A blog of sorts

Betting on the wrong horse

A few years ago I wrote a blog post on my approach with Jextract and the new (at the time unstable) Java Foreign Function and Memory API. That API has since left its preview status in Java 22, and I think it is a significant improvement over the Java Native Interface (JNI) that has existed long before it. Primarily of benefit is the Java code being able to consume a C header that wasn’t written specifically for Java (like most languages doing FFI - if I’m consuming a C library header in LuaJit the writer of the library didn’t need to spend any time on their code explicitly supporting Lua).

However, what I failed to consider is just how long the tooling might take to catch up. I can’t migrate the cross platform Compose UI code I wrote or get anywhere with cross compiling the Rust engine I wrote, because to use those java.lang.foreign APIs to communicate between the two I first need to go to a future where Android supports them and the present day isn’t that.

At work, one thing I learned working in a scrum team is the value in deliberately attempting something you’re not sure is possible before you even commit to doing all the other dependant things you know you can do and can estimate how long you need to do them. Spiking something only to find out that there is some impediment to proceeding is very valuable information if you ensure to do that first. It’s much worse to be days into a task only to find out some extremely important step in that chain isn’t something that is feasible or even possible. Actively seeking out the work most likely to fail requires a mindset change, shying away from failure or even risk of failure is very easy.

Soon into trying to migrate my compose app to support Android I realised I was never going to be able to build the Jextract code. To my credit this was never something I had really considered when I started building the project, I started out with a CLI interface and moved to Compose to get a GUI for desktop. This was very annoying because I could have used UniFFI or any other established tool that relies on JNI or JNA to build the bridge in a way that would have worked on both platforms from the start had I known and factored in Android’s limitations.

However despite betting on the wrong horse in this instance, or perhaps more accurately betting on a horse not yet ready to compete - if Android adds support for the foreign memory APIs in the future I could see the trade-offs swinging in favour of Jextract again, migrating to UniFFI instead was surprisingly easy. I had deliberately isolated the FFI code in both Rust and Kotlin so that its only role was to call into the other Rust and Kotlin code respectively. The Rust side had its own module responsible for FFI glue that didn’t contain any engine logic itself, and the Kotlin code has its own package implementing generic interfaces for the UI code to use which had almost no knowledge of the FFI implementation at all. Someone forking the app wouldn’t have that hard a time replacing the engine with a Kotlin one, at least not until I make the Rust implementation more complex or rely heavily on math libraries. It was relatively simple to write new UniFFI bindings side by side with the existing C header ones for Jextract in the Rust code.
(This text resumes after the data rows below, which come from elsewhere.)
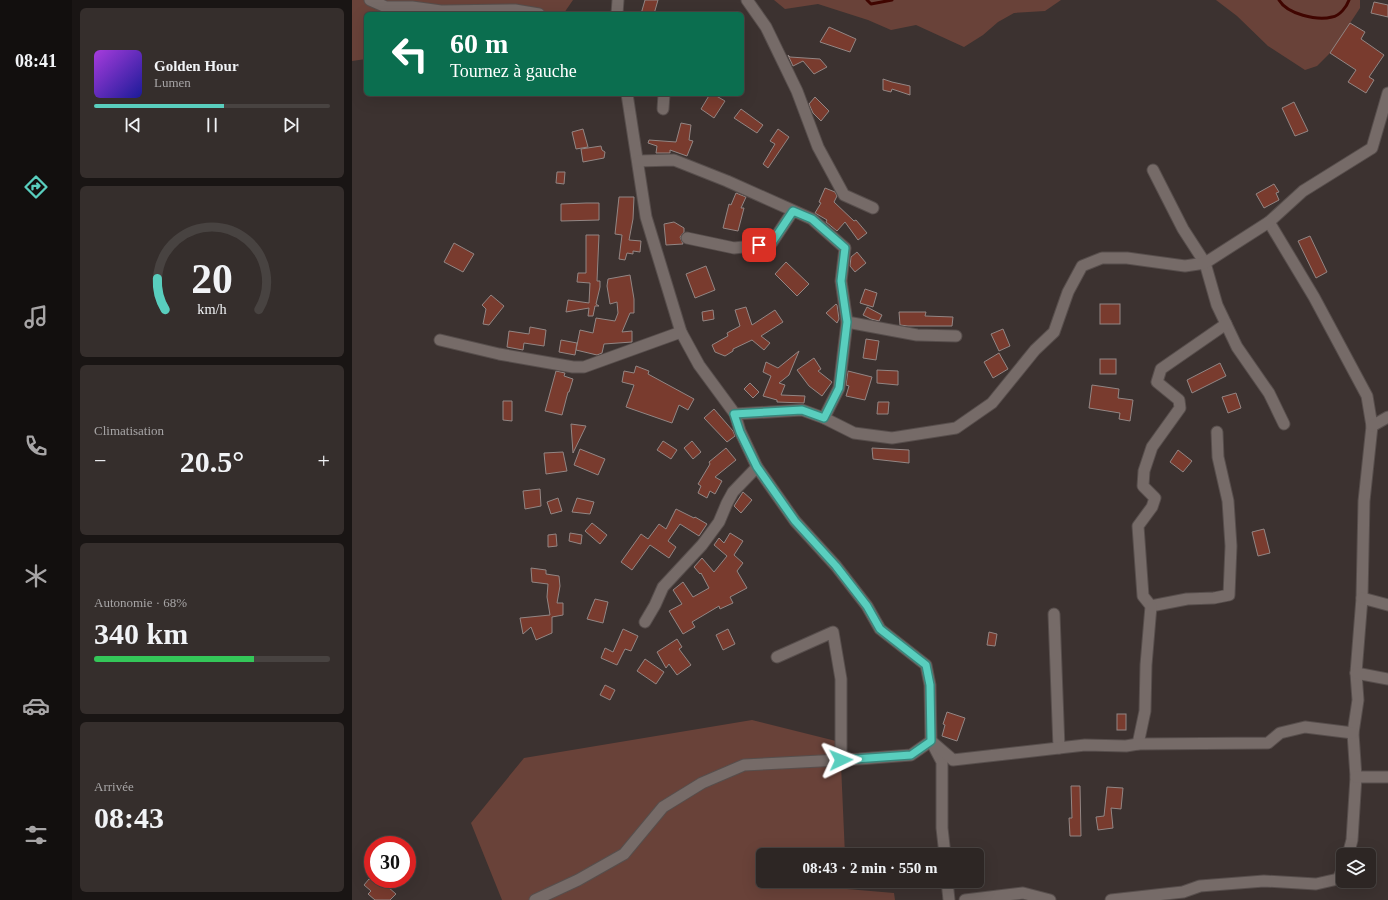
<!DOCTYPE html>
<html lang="fr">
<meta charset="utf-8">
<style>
:root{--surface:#2d2624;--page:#352e2c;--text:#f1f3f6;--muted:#a7a5a6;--line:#484341;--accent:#59cebe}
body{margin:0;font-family:"Times New Roman",serif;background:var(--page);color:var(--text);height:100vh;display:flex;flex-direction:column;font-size:15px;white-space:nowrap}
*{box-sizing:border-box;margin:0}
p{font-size:13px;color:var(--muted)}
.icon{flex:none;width:22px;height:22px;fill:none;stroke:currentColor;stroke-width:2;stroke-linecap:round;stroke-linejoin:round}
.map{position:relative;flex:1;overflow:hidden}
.panel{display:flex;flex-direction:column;gap:8px;padding:8px;background:#191514;width:280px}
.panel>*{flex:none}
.hud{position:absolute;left:12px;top:12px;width:380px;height:84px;border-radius:6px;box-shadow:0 4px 16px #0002,0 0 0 1px var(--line);background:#0b6e4f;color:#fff;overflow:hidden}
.tools{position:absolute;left:984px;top:848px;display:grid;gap:8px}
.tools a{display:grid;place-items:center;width:40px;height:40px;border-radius:6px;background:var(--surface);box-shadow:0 4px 16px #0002,0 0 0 1px var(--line);font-size:20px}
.speed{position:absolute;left:12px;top:836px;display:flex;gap:8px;font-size:20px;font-weight:700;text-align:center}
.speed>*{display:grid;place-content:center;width:52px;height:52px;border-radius:50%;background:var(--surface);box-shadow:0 4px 16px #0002,0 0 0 1px var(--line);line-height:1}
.speed .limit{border:6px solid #d22;background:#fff;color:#111}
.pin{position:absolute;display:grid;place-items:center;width:34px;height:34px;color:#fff;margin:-17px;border-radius:8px;box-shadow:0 2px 6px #0006}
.me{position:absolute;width:44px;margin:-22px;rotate:88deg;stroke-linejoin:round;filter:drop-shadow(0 0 3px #0008)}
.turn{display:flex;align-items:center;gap:14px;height:84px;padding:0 20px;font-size:18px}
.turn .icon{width:52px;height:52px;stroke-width:2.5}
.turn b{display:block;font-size:28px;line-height:34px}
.big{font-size:30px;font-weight:800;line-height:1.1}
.panel .card{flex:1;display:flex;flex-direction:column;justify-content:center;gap:6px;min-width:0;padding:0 14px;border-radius:6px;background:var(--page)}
.panel .dial{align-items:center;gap:0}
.dial svg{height:104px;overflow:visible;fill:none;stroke:var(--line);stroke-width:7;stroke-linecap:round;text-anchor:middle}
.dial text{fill:var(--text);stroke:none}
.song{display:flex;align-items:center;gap:12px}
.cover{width:48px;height:48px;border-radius:6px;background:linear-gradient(135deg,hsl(280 70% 55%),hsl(240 70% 35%))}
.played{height:4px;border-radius:2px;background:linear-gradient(90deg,var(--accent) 55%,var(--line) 55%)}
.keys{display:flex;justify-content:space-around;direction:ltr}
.heat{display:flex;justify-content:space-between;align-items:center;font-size:22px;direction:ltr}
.charge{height:6px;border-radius:3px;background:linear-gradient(90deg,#34c759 68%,var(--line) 0)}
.trip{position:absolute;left:404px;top:848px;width:228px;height:40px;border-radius:6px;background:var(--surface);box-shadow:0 4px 16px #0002,0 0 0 1px var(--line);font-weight:800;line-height:40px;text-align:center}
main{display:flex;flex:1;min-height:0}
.menu{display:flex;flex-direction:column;width:72px;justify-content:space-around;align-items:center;background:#120f0e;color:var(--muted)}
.menu .icon{width:28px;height:28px}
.menu .active{color:var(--accent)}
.menu b{font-size:18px;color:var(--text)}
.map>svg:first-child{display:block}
.green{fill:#694239}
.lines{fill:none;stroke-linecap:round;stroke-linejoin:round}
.stream{stroke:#400500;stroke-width:3}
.building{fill:#793b2e;stroke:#928684}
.minor-casing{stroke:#574e4c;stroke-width:13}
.minor{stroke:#766b68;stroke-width:11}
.route-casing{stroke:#3a867c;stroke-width:10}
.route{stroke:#59cebe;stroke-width:7}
</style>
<main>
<nav class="menu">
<b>08:41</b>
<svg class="icon active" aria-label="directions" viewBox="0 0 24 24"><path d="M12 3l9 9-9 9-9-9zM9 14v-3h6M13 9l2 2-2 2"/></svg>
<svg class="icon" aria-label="music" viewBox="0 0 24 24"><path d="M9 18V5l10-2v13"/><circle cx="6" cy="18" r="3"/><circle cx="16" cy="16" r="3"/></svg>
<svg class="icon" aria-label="phone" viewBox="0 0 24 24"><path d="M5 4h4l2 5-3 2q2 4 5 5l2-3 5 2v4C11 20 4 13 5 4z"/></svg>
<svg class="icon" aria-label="climate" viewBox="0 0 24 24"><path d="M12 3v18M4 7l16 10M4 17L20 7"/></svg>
<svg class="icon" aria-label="car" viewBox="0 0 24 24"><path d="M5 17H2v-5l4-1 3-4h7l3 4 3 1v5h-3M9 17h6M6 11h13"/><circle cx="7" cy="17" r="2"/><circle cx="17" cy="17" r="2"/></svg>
<svg class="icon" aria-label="filters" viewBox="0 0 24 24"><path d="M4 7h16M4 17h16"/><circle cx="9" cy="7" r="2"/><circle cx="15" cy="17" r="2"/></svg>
</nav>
<section class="panel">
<div class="card">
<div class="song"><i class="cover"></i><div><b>Golden Hour</b><p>Lumen</p></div></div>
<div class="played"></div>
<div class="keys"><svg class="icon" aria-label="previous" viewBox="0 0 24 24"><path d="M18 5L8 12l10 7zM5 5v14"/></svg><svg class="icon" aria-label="pause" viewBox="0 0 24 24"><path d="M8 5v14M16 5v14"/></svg><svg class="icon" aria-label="next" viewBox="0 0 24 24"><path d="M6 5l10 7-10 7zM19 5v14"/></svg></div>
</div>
<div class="card dial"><svg viewBox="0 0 100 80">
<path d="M14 69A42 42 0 1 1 86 69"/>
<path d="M14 69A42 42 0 0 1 8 45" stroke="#59cebe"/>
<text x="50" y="56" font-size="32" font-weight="700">20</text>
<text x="50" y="72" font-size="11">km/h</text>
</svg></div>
<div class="card"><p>Climatisation</p>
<div class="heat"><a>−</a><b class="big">20.5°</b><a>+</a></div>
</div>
<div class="card"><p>Autonomie · 68%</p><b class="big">340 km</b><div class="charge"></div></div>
<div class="card"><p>Arrivée</p><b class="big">08:43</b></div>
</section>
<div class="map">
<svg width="1036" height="900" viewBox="0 0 1036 900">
<rect width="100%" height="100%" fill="#3c3230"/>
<g class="green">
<polygon points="0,0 221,0 212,13 208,14 14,14 14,59 0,61"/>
<polygon points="422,0 709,0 693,11 662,13 646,22 631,35 612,47 564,25 539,30 516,20 466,4 433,9"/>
<polygon points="864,0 1008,0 1008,8 979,52 965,66 953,70 916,46 885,16"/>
<polygon points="400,720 488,742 493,855 411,855 411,881 495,881 495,889 542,893 543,900 150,900 119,823 172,758"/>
</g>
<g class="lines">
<g class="stream">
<polyline points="515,0 519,4 540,0"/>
<path d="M927 0C935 14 965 21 980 17 988 16 995 6 997 0"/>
</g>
</g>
<g class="building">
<polygon points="293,0 306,0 302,14 289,14"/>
<polygon points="1022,2 1036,5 1036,17 1019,13"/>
<polygon points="998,23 1013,32 1009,39 1032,55 1017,77 1022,80 1014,93 996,82 1004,70 978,53"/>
<polygon points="477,27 504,39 498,52 468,42"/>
<polygon points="436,55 438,57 468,59 475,67 462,74 451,61 441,66"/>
<polygon points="531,79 540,82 558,86 558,95 540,89 539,92 531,90"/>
<polygon points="358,94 361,94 373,101 362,118 349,109"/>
<polygon points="463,97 477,111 469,121 461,113 457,104"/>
<polygon points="942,102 956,131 943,136 930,108"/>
<polygon points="389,109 411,125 405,133 382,118"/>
<polygon points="329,123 339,125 337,140 341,141 335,156 318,150 318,153 304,153 305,146 296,143 297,140 324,142"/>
<polygon points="231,129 236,147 224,149 220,132"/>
<polygon points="426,129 437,137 416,168 411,164 423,144 418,141"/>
<polygon points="249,146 250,150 253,152 252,158 231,162 229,149"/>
<polygon points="205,172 213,172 212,184 204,183"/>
<polygon points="922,184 927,192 924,193 927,200 912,208 904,194"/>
<polygon points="473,188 483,192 485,196 482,202 502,221 504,220 515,233 506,240 493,222 485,231 474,222 475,220 463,213 469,203 467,202"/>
<polygon points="384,193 394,197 389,208 392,208 386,231 371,228 377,204 379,205"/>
<polygon points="267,197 282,197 281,219 277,240 289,241 288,252 281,251 281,254 275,253 273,260 267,259 270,235 263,234"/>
<polygon points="234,203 247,203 247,220 209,221 209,204"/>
<polygon points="322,222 332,228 332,232 328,237 331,244 314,245 312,224"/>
<polygon points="234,235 247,235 245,281 248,281 248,287 244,304 247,306 243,306 241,316 236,316 237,308 214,312 216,300 237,303 238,283 225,282 226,273 234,273"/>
<polygon points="958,236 975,272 964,278 946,241"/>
<polygon points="102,243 122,254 111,272 92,262"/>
<polygon points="505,252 514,263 503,272 498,266 499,257"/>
<polygon points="434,262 457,284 445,296 423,274"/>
<polygon points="354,266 363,290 343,298 334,274"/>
<polygon points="278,275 282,299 282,313 278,313 270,332 280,331 280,342 252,344 250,353 245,355 224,350 228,330 241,333 244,318 263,321 266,313 265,302 258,304 255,286 256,279"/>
<polygon points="513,289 525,293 521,307 508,303"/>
<polygon points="139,295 152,306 137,325 131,324 134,309 130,305"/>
<polygon points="484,304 485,305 487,319 485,323 474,313"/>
<rect x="748" y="304" width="20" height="20"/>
<polygon points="394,307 400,325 423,310 431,322 409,336 418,343 412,350 400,340 381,349 381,351 373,356 363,352 360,345 376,336 375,333 388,326 383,310"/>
<polygon points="515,307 530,315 527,321 519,319 511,315"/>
<polygon points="361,310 362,319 351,321 350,312"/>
<polygon points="547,312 574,312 573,316 601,317 600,326 556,326 548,325"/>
<polygon points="178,327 194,330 192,346 172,343 171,350 155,347 157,331 177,334"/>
<polygon points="651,329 658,346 647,351 639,334"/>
<polygon points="514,339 527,341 524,360 511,358"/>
<polygon points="209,340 225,343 223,355 207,352"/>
<polygon points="447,351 437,375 427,383 433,385 429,395 453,396 452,403 425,402 425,400 411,396 419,376 411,372 414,362 426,368"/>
<polygon points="647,353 656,369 641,378 632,362"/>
<polygon points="462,358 469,369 466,371 480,382 470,396 457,386 445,370"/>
<rect x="748" y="359" width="16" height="15"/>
<polygon points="868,363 874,376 840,393 835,380"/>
<polygon points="284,366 297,371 296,374 342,399 336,410 327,405 320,423 274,407 282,385 270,382 272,371 282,373"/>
<polygon points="525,370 546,371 546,385 525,383"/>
<polygon points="204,371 213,373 212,376 221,379 217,392 216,392 210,415 193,411"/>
<polygon points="496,371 520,377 513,400 494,396 497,386 494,385"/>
<polygon points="398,383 407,392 401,398 392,389"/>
<polygon points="740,385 767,389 766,398 781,400 778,421 767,419 768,413 737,408"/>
<polygon points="884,393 889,408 876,413 870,397"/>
<polygon points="151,401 160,401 160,421 151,420"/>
<polygon points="526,402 537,402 536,414 525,414"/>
<polygon points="362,409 381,431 383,436 375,442 352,418"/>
<polygon points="219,424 234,426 221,453"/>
<polygon points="311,441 325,450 319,459 305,450"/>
<polygon points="340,441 349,452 341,459 332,448"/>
<polygon points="374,448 384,460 363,477 370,481 363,494 358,491 355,498 346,493 349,486 346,484 358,464 357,462"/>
<polygon points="520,448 557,450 557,463 521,459"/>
<polygon points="228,449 253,459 246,475 222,465"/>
<polygon points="826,450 840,461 831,472 818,462"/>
<polygon points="211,452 215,471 194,474 192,453"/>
<polygon points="188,489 189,506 173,509 171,491"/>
<polygon points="391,492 400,500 389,513 382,506"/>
<polygon points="206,498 210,511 199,514 195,502"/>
<polygon points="225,498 242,502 238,514 220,512"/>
<polygon points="324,509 342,518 343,517 355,524 347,536 328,524 316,541 324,547 317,558 298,545 280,570 269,562 289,534 296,539 307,524 314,529"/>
<polygon points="240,523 255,535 248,544 233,531"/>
<polygon points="912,529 918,553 906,556 900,532"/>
<polygon points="218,533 230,535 229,544 217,541"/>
<polygon points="378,533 391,541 382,555 391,563 385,571 395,588 378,597 381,603 368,609 367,606 340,622 343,627 331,634 317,611 330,604 321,590 331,582 341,597 357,588 349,573 348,574 342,567 350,558 362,572 375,556 362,545 367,538 372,543"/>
<polygon points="204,534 205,546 196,547 196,535"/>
<polygon points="179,568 194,570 194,574 207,576 208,586 205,603 211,603 211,615 200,617 200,633 184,640 179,627 171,634 168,618 198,615 195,597 196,584 180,582"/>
<polygon points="243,599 256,602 251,623 235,619"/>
<polygon points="271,629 286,636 279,651 273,649 265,665 249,658 253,648 261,652"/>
<polygon points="376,629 383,644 371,650 364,635"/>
<polygon points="637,632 645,634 643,646 635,645"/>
<polygon points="325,639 330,647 327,649 339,665 325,675 317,664 314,668 305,652"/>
<polygon points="293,659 312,672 304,684 285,671"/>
<polygon points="253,685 263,690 258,700 248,695"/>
<polygon points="595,712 613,718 605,741 590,736 593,725 591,724"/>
<rect x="765" y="714" width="9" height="16"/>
<polygon points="719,786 728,786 729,836 718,836 717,818 720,818"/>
<polygon points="755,787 771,788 769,809 759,808 761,828 746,830 744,817 752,816"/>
<polygon points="17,879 27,879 44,894 38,900 23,900 16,894 19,891 12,885"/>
</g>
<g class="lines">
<g class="minor-casing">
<g id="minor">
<polyline points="18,0 34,7 60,7 89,11 163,10 187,14"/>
<polyline points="395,0 414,27 445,91 466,147 492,195 521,208"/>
<polyline points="265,14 266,0"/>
<polyline points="275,94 294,217 329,332 347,365 383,414 388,431 405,467 443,521 484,566 515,606 528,629 574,665 578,685 579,741 590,762 590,828 593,855"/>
<polyline points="311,109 312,94"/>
<polyline points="286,161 322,160 375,181 460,219 493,248 489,281 495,322 487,388 472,418"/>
<polyline points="801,170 831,229 853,263 865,305 885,347 917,393 932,424"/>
<polyline points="917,222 962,297 1015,396 1020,426 1012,501 1010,598 1004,673 1006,700 1001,733 1004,777 1000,840 996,855"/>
<polyline points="335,238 382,248 419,244 441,211"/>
<polyline points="495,322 565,335 604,336"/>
<polyline points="88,340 147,354 221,367 232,367 329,332"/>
<polyline points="383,414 450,410 472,418 502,433 540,438 604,428 640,403 683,350 702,332 716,292 730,266 750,258 775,258 833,266 853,263 917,222 951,191 1020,148 1036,93"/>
<polyline points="1020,426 1036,417"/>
<polyline points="1010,598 1036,605"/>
<polyline points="799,606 835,599 862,598 877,595 879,546 876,501 866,457 865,432"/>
<polyline points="702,614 707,748"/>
<polyline points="293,622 303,605 311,587 350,545 367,522 375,503 381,492 405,467"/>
<polyline points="425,657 481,632 489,679 489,760"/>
<polyline points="1004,673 1036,679"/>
<polyline points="786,744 793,711 794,665 799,606 791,596 786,526 800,507 803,498 791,486 792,471 800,447 828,408 827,400 805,382 809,369 874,324"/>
<polyline points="1004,777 1036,777"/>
<polyline points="595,881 597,900"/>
<polyline points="183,900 226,880 272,854 311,807 350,783 392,765 507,759 559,755 579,741 601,760 733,745 774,746 786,744 916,743 928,733 953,727 1001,733"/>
<polyline points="613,900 671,893 698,900"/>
<polyline points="759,900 831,892 848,886 912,881 964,884 986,879 991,869"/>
</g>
</g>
<use href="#minor" class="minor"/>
</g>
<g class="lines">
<g class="route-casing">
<polyline id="route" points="407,245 419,244 441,211 460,219 493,248 489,281 495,322 487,388 472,418 450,410 382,414 388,432 405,467 443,521 484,566 515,606 528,629 574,665 578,685 579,741 559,755 489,760"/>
</g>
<use href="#route" class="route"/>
</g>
</svg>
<div class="tools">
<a><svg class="icon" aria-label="layers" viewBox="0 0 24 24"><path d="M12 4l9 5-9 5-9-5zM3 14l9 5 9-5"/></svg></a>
</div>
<div class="speed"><div class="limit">30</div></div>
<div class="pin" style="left:407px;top:245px;background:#d93025"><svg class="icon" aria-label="arrive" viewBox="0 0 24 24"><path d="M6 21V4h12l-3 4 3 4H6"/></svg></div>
<svg class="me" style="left:489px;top:760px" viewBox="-20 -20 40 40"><path d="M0-17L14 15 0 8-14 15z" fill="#59cebe" stroke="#fff" stroke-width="4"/></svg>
<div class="trip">08:43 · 2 min · 550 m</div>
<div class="hud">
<div class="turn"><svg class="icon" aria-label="left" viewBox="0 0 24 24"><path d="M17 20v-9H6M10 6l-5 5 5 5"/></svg><div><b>60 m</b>Tournez à gauche</div></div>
</div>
</div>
</main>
Migrating the Kotlin code over was also straightforward - write new implementation of unchanged interface in same file, delete old implementation and rename new one to match, run. For a brief moment in-between commits the interface got to have 2 implementations.

Discovering I had to rework the entire FFI layer to add support for Android initially felt like failure, ‘why hadn’t I discovered this sooner’, ‘why did I write so much code that I have to delete now’. However actually doing the rework barely touched half the codebase. I even deleted far more lines than I needed to add thanks to UniFFI being a bit higher level than Jextract in terms of its bindings lifting and lowering types for me instead of making me do all the work.

I’m now in a better position to get this app running on my phone, and I realised I needed to change my approach before wasting my time fixing the warnings I had accumulated from not editing the old FFI code for a year and getting new lints from updating Rust. Pivot successful?